Scraping Handbook

The Population Project

AB

Antoine Bello · May 16, 2021

So you’ve never scraped data before…

You might never have scraped data on the web in an organized fashion. Don’t worry, we’ll show you the basic tools and techniques needed to retrieve large quantities of names and store them in a spreadsheet such as Excel, Google Sheets or Numbers.

The Population Project has high standards regarding the quality of data we incorporate in our database. But it doesn’t mean we expect all our volunteers to come up with perfectly clean files. We are grateful for anything you can do and whatever task you haven’t been able to complete on your own will be forwarded to another, more specialized, volunteer.

This handbook is meant to show you the different steps that go into making a perfect file. If you don’t feel comfortable going past step 1 or 2, that’s fine. You will hopefully realize though that the following steps are not that much more difficult to master.

Step 1: Pointing us to an interesting source of information

Let’s say you’re the first Population Project’s volunteer in the Philippines. You’re interested in sourcing new lists but not so much in moving the data to Excel. In that case, when you find a list of new graduates from a state college, sent us an email to [email protected], with the following:

We’ll take care of the rest.

Based on our experience, most people prefer to chase sources while a select few prefer exploiting them methodically. This is perfectly fine: both approaches are complementary. Besides, there’s enough work for everybody!

Step 2: Downloading a list or a document

Sometimes, the list or the document in question will be ready to export, as in this example (mind the “Export rankings” button on the right).

Export list example

Or the list is in itself an Excel or PDF document and can be downloaded, as in this example:

Download list example

Step 3: Copying and pasting

Granted, copy-paste is very 20th century but it works! Just position the cursor next to the first character you want to capture and drag it all the way to the bottom corner. Be sure to always copy full rows of data (this sometimes forces you to drag to the beginning of the next line).

Copy paste list example

Then paste into your spreadsheet.

Step 4: Scraping

Copy-paste will only get you so far. Long lists can contain hundreds of pages. In that case, we recommend you move to scraping, a perfectly legal process that speeds up the collection of data. The Population Project uses four or five different scrapers, some of them pretty sophisticated. Since we don’t want to turn this handbook into a technical manual, we will only talk about the easiest one to use.

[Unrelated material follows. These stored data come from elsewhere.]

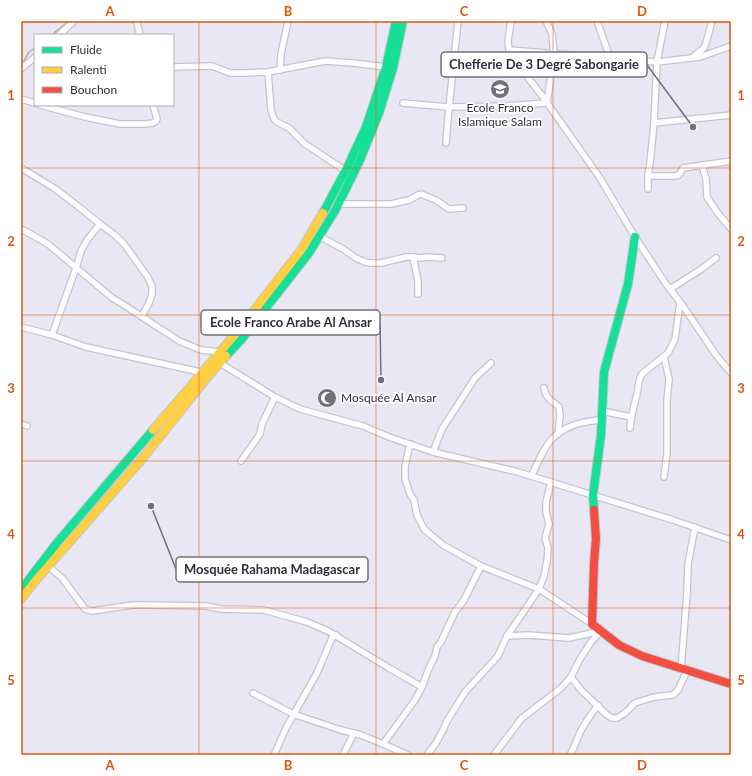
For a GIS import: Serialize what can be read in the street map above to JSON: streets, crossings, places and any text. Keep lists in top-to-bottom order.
{
  "places": {
    "school or university": ["Ecole Franco Islamique Salam"],
    "other": ["Chefferie De 3 Degré Sabongarie", "Ecole Franco Arabe Al Ansar", "Mosquée Rahama Madagascar"],
    "mosque": ["Mosquée Al Ansar"]
  },
  "legend": ["Fluide", "Ralenti", "Bouchon"],
  "grid": {
    "columns": [
      "A",
      "B",
      "C",
      "D"
    ],
    "rows": [
      "1",
      "2",
      "3",
      "4",
      "5"
    ]
  }
}
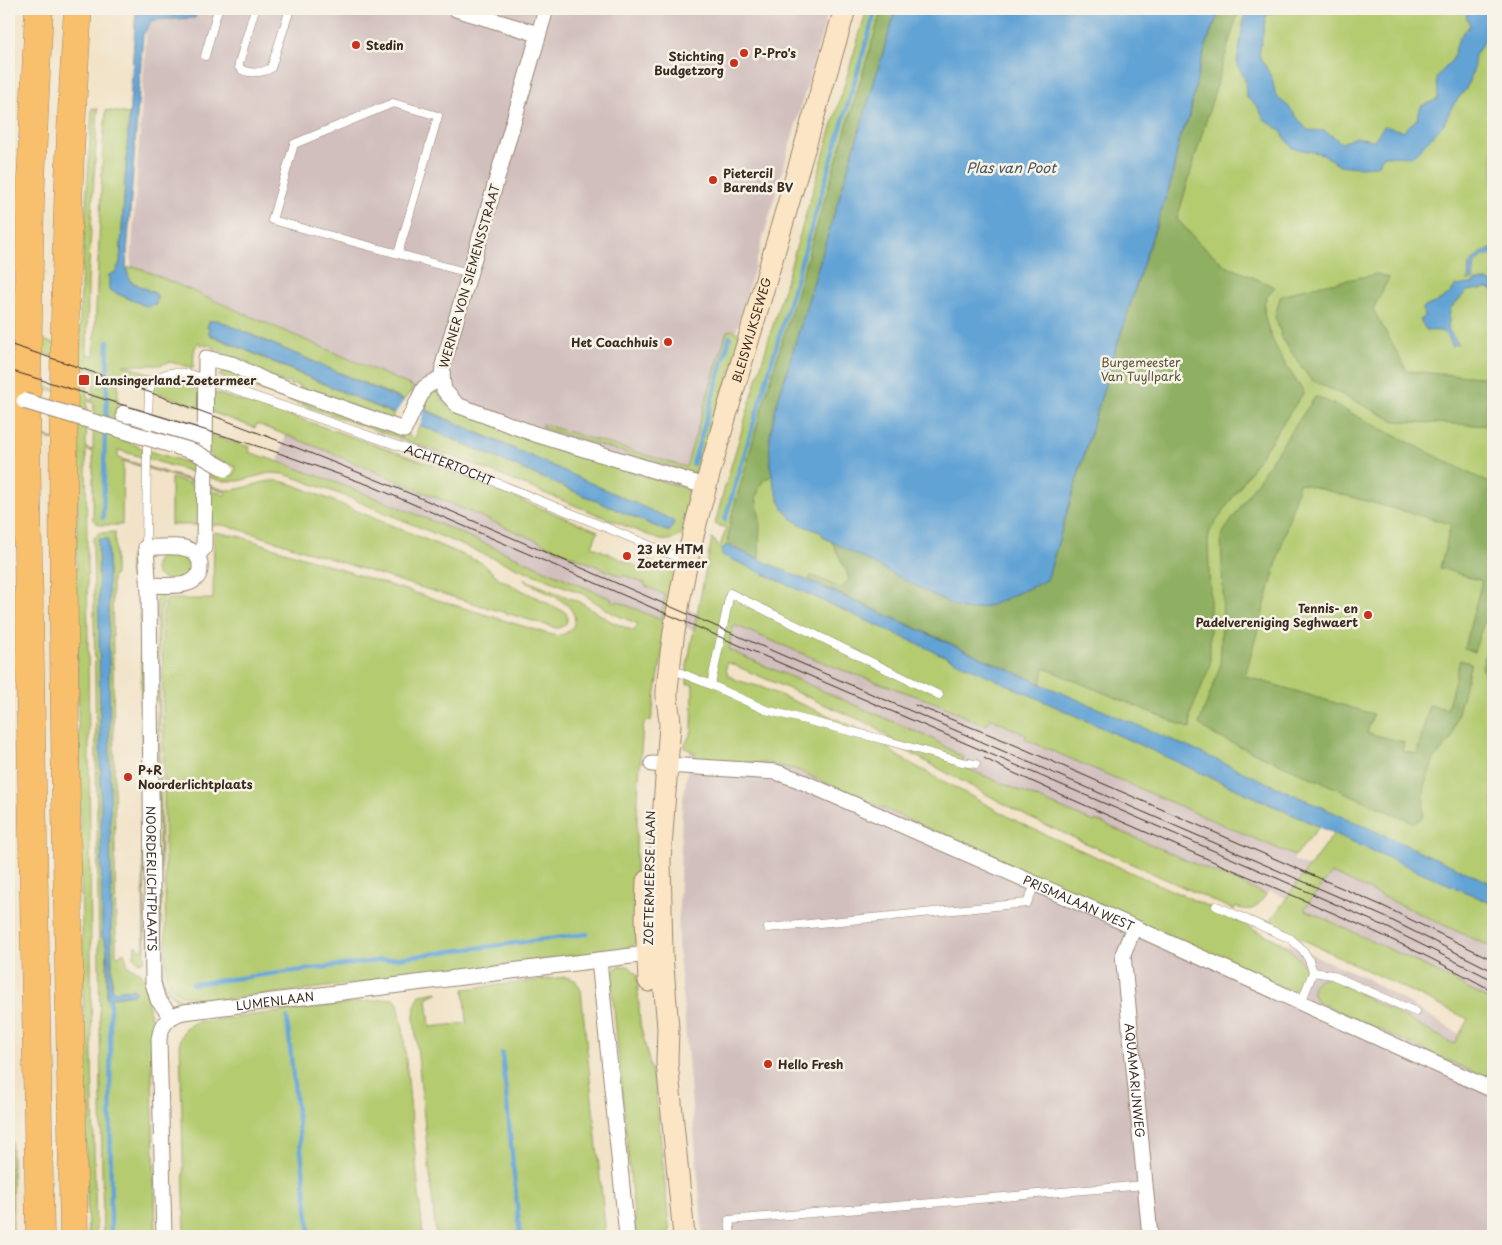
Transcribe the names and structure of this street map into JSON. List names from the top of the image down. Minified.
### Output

Instant Data Scraper is a Chrome Extension that be downloaded here. Once it is installed in Chrome, it appears in the top right corner or your browser, looking like this:

Let’s say you’re on a site that holds 30,000 athletes profiles. Each page returns 100 profiles. Copying and pasting 300 pages is out of the question. Instead, you click on the Instant Data Scraper button.

Immediately, the table with the first 100 players turns yellow, meaning it has been recognized by the extension. Another window opens automatically and shows you all the data organized in columns. You can delete the columns you don’t need or revert to the original columns (if you deleted one you shouldn’t have). You can even switch tables if there are more than one on the page.

Data Scraper example

See the three green buttons in the scraper? They let you save the data as a csv, xlsx (Excel) file or copy it all in your clipboard. That’s nice but we want more than just this one page, we want all 300! So click on the wide blue button “Locate “Next” button”. There is such a button under almost all multi-page tables. Once you click on it, it becomes green, meaning it has been recognized.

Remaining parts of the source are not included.